I'm thinking about a simple project for the BBB,

I’m thinking about a simple project for the BBB, and have a couple questions about it. I have an idea how I want to solve the problem below, but if there’s a simpler way to proceed, advice on that would be appreciated.

I’m a software guy with not much knowledge about hardware other than playing with 555 chips on a breadboard.

The current setup consists of networked BBB in my computer room. I’d like to detect when the deep freezer one floor down in the basement is opened and closed. (Detecting temperature would be a later project.)

I have a deceased Dell 1710n printer, which has a door-open switch that I can pull out and rig onto the freezer to open and close along with the freezer door. I can run a pair of wires from that to the BBB, which could then detect when the freezer is opened and closed. Will the switch generate spikes that hit the BBB? What’s a good way to protect against that? Perhaps the Dell includes circuitry that addresses that very issue so the switch doesn’t fry the printer, and that circuitry could be pulled along with the switch.

if you keep the cable to the switch short you should be able to wire it straight into two GPIO pins. Configure one to output and always high. The other to input and simply query it or check if it can generate an interrupt in case it goes from low to high.
The rest is software.

Hmm, There’s about 30 feet between the freezer and the BBB. I guess that’s not “short.” What’s the issue with a long run?

All you really need is the switch. Wire it to a GPIO pin set to input, and then then poll the GPIO to see if the switch is open or closed.

I guess the issue with a long run is that the resistance of the wire would draw significant current from the board? Perhaps a large-gauge wire would mitigate this sufficiently.
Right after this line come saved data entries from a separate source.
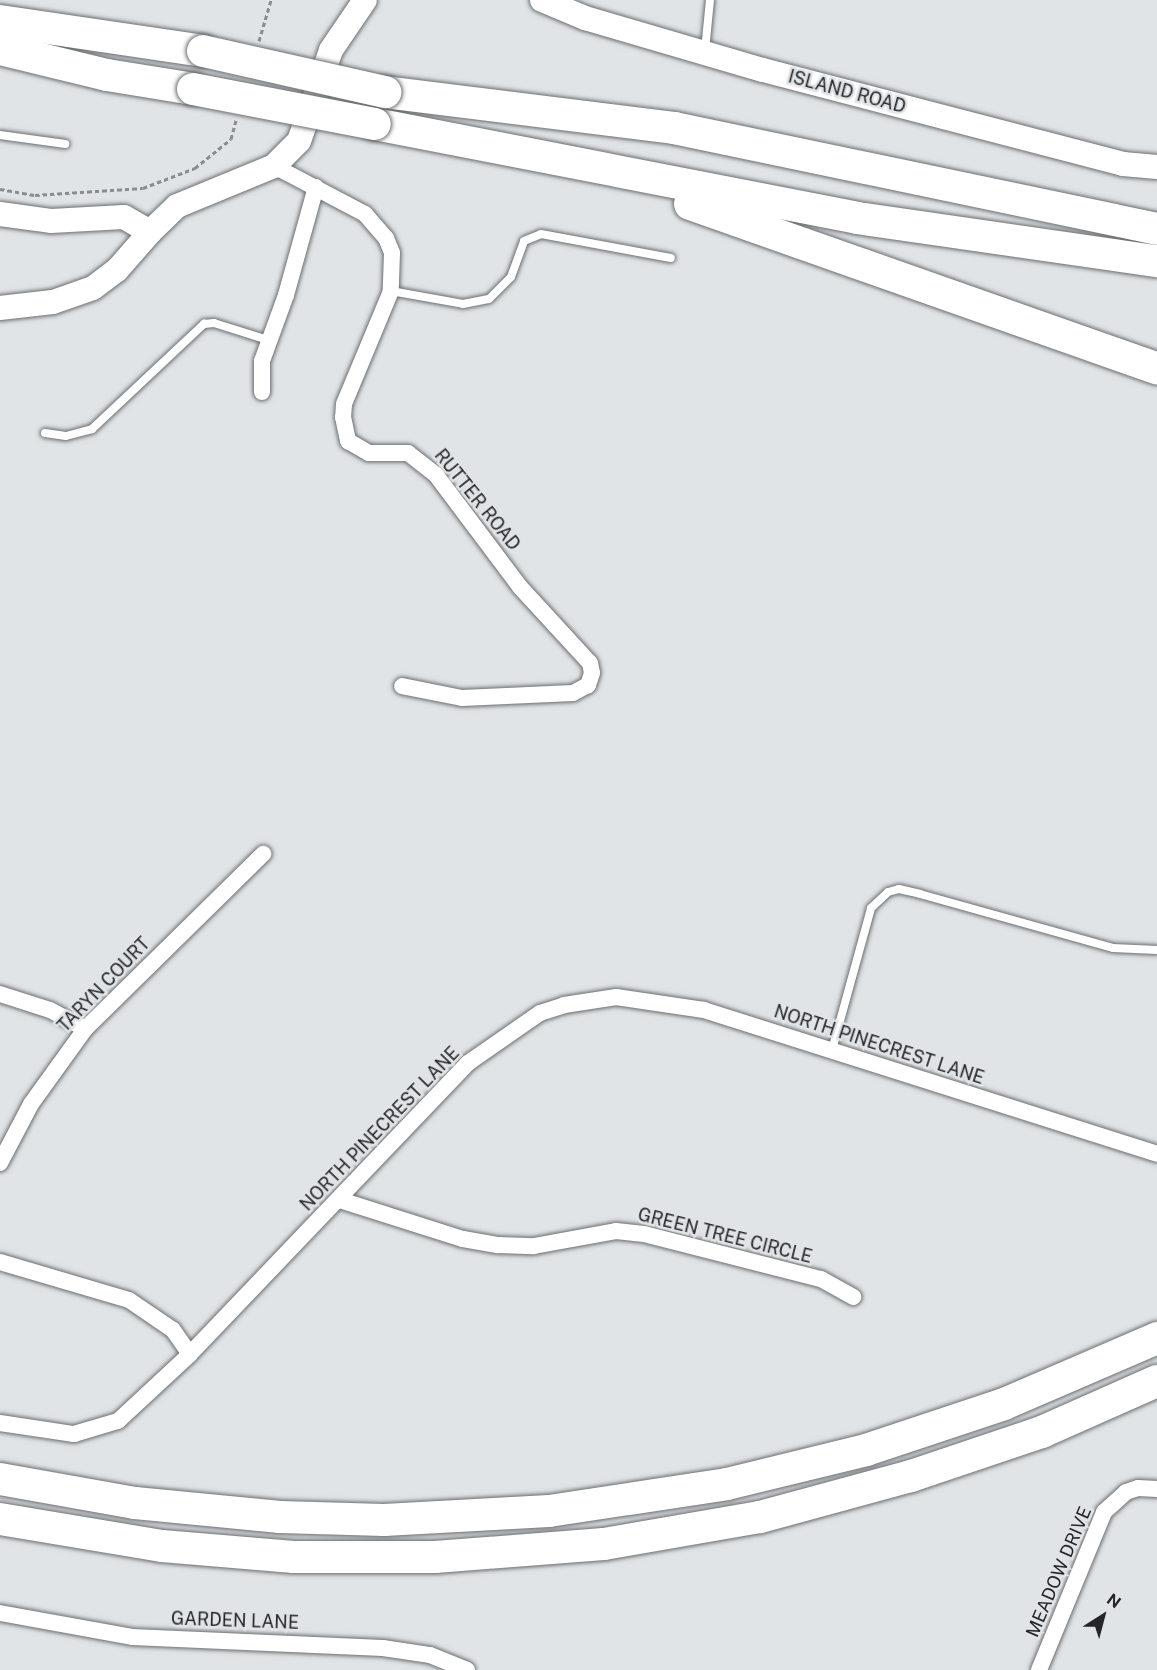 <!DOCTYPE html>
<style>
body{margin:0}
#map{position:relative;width:1157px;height:1670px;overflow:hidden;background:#e0e4e7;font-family:"Public Sans",sans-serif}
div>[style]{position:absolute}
.path>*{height:3px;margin-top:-1.5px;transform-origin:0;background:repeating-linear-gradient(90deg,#8a8d8f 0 4.5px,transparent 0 7.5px)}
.roads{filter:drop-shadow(0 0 2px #6b6e71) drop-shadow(0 0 2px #6b6e71)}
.lane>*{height:8px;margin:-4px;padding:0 4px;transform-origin:4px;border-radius:4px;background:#fff}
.street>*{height:16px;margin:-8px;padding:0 8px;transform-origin:8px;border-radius:8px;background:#fff}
.secondary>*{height:24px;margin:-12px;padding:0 12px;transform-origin:12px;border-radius:12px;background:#fff}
.highway>*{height:32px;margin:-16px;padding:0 16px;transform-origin:16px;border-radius:16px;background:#fff}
.bridges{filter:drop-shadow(0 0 2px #6b6e71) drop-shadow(0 0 2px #6b6e71)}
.highway-bridge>*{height:32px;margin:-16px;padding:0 16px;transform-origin:16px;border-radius:16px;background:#fff}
span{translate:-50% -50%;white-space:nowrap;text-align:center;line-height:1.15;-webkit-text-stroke:5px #e0e4e7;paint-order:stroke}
.street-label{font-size:18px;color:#242527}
.north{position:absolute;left:1073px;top:1586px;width:60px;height:60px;-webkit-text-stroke:4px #e0e4e7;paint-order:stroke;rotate:36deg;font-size:16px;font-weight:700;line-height:24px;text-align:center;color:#242527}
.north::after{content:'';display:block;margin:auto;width:21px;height:27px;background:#242527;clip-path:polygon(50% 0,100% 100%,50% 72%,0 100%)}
</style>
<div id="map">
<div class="path">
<div style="left:259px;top:41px;width:43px;rotate:-73.7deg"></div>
<div style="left:0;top:189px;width:36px;rotate:10deg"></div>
<div style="left:35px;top:195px;width:108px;rotate:-3.7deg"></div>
<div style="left:143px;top:188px;width:56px;rotate:-21deg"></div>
<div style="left:195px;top:168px;width:46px;rotate:-38.9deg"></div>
<div style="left:231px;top:139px;width:20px;rotate:-75deg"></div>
</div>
<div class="roads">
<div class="lane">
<div style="left:705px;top:50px;width:50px;rotate:-84.3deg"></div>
<div style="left:0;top:135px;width:66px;rotate:7.9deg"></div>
<div style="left:391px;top:291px;width:73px;rotate:10.2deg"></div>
<div style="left:463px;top:304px;width:26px;rotate:-11deg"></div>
<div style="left:489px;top:299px;width:31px;rotate:-45deg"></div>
<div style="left:511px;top:277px;width:38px;rotate:-70deg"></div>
<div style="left:524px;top:241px;width:18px;rotate:-22deg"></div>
<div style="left:541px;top:234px;width:132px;rotate:10.5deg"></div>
<div style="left:45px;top:433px;width:21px;rotate:8deg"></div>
<div style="left:66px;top:436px;width:27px;rotate:-15deg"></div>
<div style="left:92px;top:429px;width:154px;rotate:-43.2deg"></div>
<div style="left:204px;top:324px;width:10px;rotate:-6deg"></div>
<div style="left:214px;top:323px;width:57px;rotate:17.5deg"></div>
<div style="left:832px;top:1050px;width:147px;rotate:-74.6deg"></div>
<div style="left:871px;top:908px;width:23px;rotate:-43deg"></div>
<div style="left:888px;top:892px;width:11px;rotate:-15deg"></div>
<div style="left:899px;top:889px;width:22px;rotate:13deg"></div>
<div style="left:920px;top:894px;width:200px;rotate:15.6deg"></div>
<div style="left:1113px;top:948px;width:44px;rotate:2.6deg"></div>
</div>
<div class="street">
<div style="left:274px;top:166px;width:103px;rotate:27.8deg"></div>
<div style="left:365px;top:214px;width:32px;rotate:49deg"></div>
<div style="left:386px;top:238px;width:16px;rotate:68deg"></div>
<div style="left:392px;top:253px;width:38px;rotate:92deg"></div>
<div style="left:391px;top:291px;width:122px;rotate:112.6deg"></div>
<div style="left:344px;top:404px;width:13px;rotate:94deg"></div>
<div style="left:343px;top:417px;width:25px;rotate:78deg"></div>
<div style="left:348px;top:441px;width:24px;rotate:30deg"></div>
<div style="left:369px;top:453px;width:39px"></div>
<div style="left:408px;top:453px;width:36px;rotate:38deg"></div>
<div style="left:436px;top:475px;width:140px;rotate:53.1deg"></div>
<div style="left:520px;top:587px;width:103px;rotate:47.4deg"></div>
<div style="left:590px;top:663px;width:10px;rotate:79deg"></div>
<div style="left:592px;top:673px;width:13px;rotate:108deg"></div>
<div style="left:588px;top:685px;width:17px;rotate:152deg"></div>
<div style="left:573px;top:693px;width:111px;rotate:177.4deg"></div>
<div style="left:462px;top:698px;width:61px;rotate:-168.7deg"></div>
<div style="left:262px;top:392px;width:31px;rotate:-90deg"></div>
<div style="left:262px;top:361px;width:70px;rotate:-70deg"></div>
<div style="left:286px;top:295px;width:112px;rotate:-74.5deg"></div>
<div style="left:0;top:994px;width:52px;rotate:17.7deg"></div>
<div style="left:50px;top:1010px;width:40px;rotate:28deg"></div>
<div style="left:0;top:1163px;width:67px;rotate:-62.3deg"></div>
<div style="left:31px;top:1104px;width:92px;rotate:-54.2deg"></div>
<div style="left:85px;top:1029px;width:250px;rotate:-44.5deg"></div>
<div style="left:340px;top:1200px;width:129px;rotate:17.6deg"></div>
<div style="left:463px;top:1239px;width:36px;rotate:10deg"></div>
<div style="left:498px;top:1245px;width:36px;rotate:2deg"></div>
<div style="left:534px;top:1246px;width:83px;rotate:-10.4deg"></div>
<div style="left:616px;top:1231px;width:28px;rotate:6deg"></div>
<div style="left:644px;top:1234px;width:183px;rotate:14.3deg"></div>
<div style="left:821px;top:1279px;width:37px;rotate:29deg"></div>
<div style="left:0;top:1262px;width:134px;rotate:16.4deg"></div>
<div style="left:129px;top:1300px;width:53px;rotate:34.3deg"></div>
<div style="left:173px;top:1330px;width:29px;rotate:55deg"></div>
<div style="left:0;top:1423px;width:75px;rotate:8.5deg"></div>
<div style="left:74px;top:1434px;width:46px;rotate:-16.5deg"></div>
<div style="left:118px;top:1421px;width:98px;rotate:-42.9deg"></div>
<div style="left:190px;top:1354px;width:402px;rotate:-46.3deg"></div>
<div style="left:468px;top:1063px;width:88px;rotate:-34.8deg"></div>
<div style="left:540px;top:1013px;width:25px;rotate:-18deg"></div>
<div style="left:564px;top:1005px;width:53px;rotate:-8.7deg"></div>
<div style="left:616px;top:997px;width:89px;rotate:8.4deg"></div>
<div style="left:704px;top:1010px;width:475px;rotate:17.6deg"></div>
<div style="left:0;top:1613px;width:134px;rotate:10.3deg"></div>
<div style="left:132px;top:1637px;width:251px;rotate:2.5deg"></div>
<div style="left:383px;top:1648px;width:48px;rotate:8.5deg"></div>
<div style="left:430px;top:1655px;width:40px;rotate:22deg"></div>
<div style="left:1039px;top:1670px;width:171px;rotate:-67.6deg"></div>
<div style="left:1104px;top:1512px;width:30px;rotate:-42deg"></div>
<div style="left:1126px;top:1492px;width:13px;rotate:-18deg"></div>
<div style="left:1138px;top:1488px;width:19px;rotate:3deg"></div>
</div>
<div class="secondary">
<div style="left:542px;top:0;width:47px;rotate:22.7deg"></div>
<div style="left:585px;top:18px;width:185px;rotate:16.3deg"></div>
<div style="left:763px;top:70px;width:372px;rotate:14.6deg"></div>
<div style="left:1123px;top:164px;width:34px;rotate:5deg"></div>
<div style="left:0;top:214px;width:51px;rotate:7.8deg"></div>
<div style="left:51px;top:221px;width:73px;rotate:-3.1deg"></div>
<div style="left:124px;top:217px;width:30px;rotate:30deg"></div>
<div style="left:150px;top:232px;width:37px;rotate:-44deg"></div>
<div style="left:177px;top:206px;width:105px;rotate:-22.4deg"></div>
<div style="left:274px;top:166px;width:35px;rotate:-45deg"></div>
<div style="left:299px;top:141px;width:96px;rotate:-70.6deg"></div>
<div style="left:331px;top:50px;width:60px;rotate:-55.8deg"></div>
<div style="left:0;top:308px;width:53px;rotate:-6.5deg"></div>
<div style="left:53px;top:302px;width:42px;rotate:-19.3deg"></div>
<div style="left:93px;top:288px;width:30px;rotate:-37deg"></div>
<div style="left:117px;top:270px;width:50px;rotate:-49deg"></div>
</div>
<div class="highway">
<div style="left:0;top:21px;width:205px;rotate:8.4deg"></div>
<div style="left:0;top:49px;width:110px;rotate:13.7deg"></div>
<div style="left:107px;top:75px;width:87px;rotate:9.2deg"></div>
<div style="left:385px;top:92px;width:291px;rotate:7.1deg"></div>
<div style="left:674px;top:128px;width:493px;rotate:11.8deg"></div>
<div style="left:375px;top:124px;width:491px;rotate:11deg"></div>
<div style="left:857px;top:218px;width:303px;rotate:8.2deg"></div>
<div style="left:690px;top:204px;width:495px;rotate:19.4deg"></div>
<div style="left:0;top:1479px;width:137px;rotate:10.1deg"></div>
<div style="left:135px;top:1503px;width:146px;rotate:5.5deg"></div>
<div style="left:280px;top:1517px;width:104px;rotate:1.7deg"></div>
<div style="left:384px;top:1520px;width:165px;rotate:-3.1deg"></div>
<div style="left:549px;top:1511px;width:180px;rotate:-8.6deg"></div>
<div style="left:727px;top:1484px;width:143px;rotate:-13.7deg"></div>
<div style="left:866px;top:1450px;width:145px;rotate:-18.4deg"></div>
<div style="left:1004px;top:1404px;width:167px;rotate:-23.3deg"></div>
<div style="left:0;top:1519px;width:164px;rotate:9.5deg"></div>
<div style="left:162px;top:1546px;width:132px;rotate:4.8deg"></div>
<div style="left:294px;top:1557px;width:141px"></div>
<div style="left:435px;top:1557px;width:169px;rotate:-4.4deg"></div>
<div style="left:604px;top:1544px;width:158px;rotate:-9.8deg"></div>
<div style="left:760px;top:1517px;width:156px;rotate:-15.2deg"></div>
<div style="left:911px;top:1476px;width:138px;rotate:-18.6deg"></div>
<div style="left:1042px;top:1432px;width:126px;rotate:-23.9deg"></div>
</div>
</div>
<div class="bridges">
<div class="highway-bridge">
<div style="left:203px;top:51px;width:187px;rotate:12.7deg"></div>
<div style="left:193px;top:89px;width:185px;rotate:10.9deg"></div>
</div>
</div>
<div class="street-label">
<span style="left:847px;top:92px;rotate:15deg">ISLAND ROAD</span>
<span style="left:477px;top:500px;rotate:51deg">RUTTER ROAD</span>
<span style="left:104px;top:985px;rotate:-46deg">TARYN COURT</span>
<span style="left:879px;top:1045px;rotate:18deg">NORTH PINECREST LANE</span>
<span style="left:380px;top:1129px;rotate:-46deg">NORTH PINECREST LANE</span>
<span style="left:725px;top:1236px;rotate:14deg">GREEN TREE CIRCLE</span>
<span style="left:1059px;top:1572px;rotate:-67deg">MEADOW DRIVE</span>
<span style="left:235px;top:1621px;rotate:2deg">GARDEN LANE</span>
</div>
<div class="north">N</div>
</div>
I would be worried about both voltage drop and isolation… I wouldn’t want something with such long wiring connected directly to the GPIOs as the GPIO pins aren’t protected (I dont think)…
Easiest would be to wire up a relay to provide a clean contact to the GPIO…
ie -
Using a 12V relay, wire the coil to the switch (switch now controls relay). And then feed the NO or NC to your GPIO. Keep in mind the back EMF suppression diode on the relay…
This page may be handy in understanding what I mean (just after a quick google search)-

Hello Don,
I’m not much help with your precise question. I’m quite a noob with hardware/circuits in general…
That said, I can’t help but wonder if one of those inexpensive ($19.97 Amazon Prime) GE/etc wireless home security kits might be hackable to help overcome your distance issue? Of course, “inexpensive” is nowhere near as cool as already-paid-for if you’ve already got all the parts on hand that you need!
Anyway, if the GE option were tried, maybe you could mount one of the kit’s door sensors to the side of your freezer door…
Then, if you intercepted the signal to the siren on the base unit, maybe you could jumper that into a GPIO that could then be polled for the “siren-on” signal?
Here’s a link to the GE kit I’m referring to:

Hmm, a variety of good ideas, thank you all. Juan, you say “Keep in mind the back EMF…” As a software guy, I’m not sure what to watch out for here. Will the back EMF cause a spike that I’ll need a suppression diode to block, and/or get a relay with the diode suppression?

yeah exactly that… The coil will generate a voltage spike when the magnet gets pulled back in… The diode provides a path for this (fitted reverse polarity across the coil).
I haven’t used relays in a while, but I’m sure you should be able to get built in suppression diodes if you search hard enough… But for the $$$ vs. effort required, I’d keep it all separate.